No contexto em que publicada, dentro de uma instituição renomada e voltada à classes abastadas da sociedade, observa-se a intenção de segregar um aluno preto, que não ‘poderia pertencer’ àquele mundo. Além disso, ao dizer que encontrou um ‘escravo’, o acusado objetifica a vítima, dando a entender que ela só poderia estar naquele local acompanhada de seu ‘dono’. Nesse contexto, com a postagem, o autor diminuiu e ofendeu toda a coletividade de pessoas pretas, principalmente, as que frequentavam a faculdade à época dos fatos”, escreveu a juíza na sentença.

A juíza também afirma que “ao ver a vítima, abraçadas com duas mulheres brancas, o réu realizou a postagem depreciativa, atribuindo-lhe inferioridade exclusivamente em razão de sua cor/raça para tanto, utilizando-se do vergonhoso e dolorido histórico da escravidão. Conforme relatado pelas testemunhas, a vítima ficou surpresa quando viu a postagem, precisando de tempo para entender o ocorrido. Não por outro motivo, precisou de acompanhamento psicológico para lidar com a situação. Ademais, o réu afirmou conhecer a vítima, que era uma pessoa muito ativa na faculdade, o que demonstra a sua compreensão sobre a ofensa e a quem a dirigia”.

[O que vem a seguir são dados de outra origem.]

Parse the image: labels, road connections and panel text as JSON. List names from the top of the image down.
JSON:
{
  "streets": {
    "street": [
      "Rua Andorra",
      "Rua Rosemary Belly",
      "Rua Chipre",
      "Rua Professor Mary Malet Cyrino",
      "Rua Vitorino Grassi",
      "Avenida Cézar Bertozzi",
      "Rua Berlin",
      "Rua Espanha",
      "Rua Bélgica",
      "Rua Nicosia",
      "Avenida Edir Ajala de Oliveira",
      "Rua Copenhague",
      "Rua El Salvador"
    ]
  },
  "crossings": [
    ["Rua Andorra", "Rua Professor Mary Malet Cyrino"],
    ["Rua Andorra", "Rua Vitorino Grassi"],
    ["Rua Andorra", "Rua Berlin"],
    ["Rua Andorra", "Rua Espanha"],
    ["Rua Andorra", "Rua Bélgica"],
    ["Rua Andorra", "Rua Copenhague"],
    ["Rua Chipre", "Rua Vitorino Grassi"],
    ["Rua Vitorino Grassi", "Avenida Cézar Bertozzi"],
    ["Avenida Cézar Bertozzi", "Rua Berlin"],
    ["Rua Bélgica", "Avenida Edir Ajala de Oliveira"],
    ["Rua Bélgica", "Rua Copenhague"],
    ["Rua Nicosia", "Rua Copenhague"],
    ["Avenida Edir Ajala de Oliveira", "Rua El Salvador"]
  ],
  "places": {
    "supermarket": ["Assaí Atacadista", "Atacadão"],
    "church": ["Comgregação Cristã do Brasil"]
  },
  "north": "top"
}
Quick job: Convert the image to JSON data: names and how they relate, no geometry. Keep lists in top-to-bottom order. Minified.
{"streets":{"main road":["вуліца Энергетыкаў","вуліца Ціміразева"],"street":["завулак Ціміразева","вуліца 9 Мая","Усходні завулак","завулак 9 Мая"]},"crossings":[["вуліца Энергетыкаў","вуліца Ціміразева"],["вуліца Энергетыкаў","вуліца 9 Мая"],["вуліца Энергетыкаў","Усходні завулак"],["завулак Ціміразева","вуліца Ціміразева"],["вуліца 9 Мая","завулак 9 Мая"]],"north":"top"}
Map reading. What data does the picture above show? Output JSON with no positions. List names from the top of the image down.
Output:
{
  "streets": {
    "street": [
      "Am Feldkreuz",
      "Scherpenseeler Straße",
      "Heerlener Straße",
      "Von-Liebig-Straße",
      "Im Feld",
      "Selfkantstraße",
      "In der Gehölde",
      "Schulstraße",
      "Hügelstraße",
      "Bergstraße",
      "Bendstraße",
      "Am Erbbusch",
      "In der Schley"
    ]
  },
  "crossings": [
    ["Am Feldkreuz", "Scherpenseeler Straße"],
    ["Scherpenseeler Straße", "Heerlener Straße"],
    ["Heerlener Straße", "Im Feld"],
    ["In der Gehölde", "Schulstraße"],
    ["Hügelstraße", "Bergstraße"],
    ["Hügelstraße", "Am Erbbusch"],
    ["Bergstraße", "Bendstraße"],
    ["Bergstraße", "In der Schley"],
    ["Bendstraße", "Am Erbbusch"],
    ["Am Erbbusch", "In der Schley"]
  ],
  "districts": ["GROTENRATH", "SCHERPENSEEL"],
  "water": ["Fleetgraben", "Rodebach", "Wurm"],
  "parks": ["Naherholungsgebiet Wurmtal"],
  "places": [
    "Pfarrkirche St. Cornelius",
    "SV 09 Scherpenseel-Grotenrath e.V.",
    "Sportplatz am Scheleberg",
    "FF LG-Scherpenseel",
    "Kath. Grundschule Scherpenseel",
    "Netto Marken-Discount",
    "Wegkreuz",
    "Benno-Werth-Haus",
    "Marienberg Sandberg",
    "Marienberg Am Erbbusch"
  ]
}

A magistrada também afirmou que interpretar a mensagem como uma “brincadeira” ou outro eufemismo seria “compactuar com ideais preconceituosos, ultrapassados e sem fundamento, que se configuram como uma tentativa fracassada e vergonhosa de justificar a sobreposição de indivíduos brancos”.

A reportagem do Jota tentou contato com a defesa de Gustavo Metropolo, mas não obteve retorno. O espaço está aberto.

O processo tramita com o número 0027264-12.2018.8.26.0050. Cabe recurso da decisão.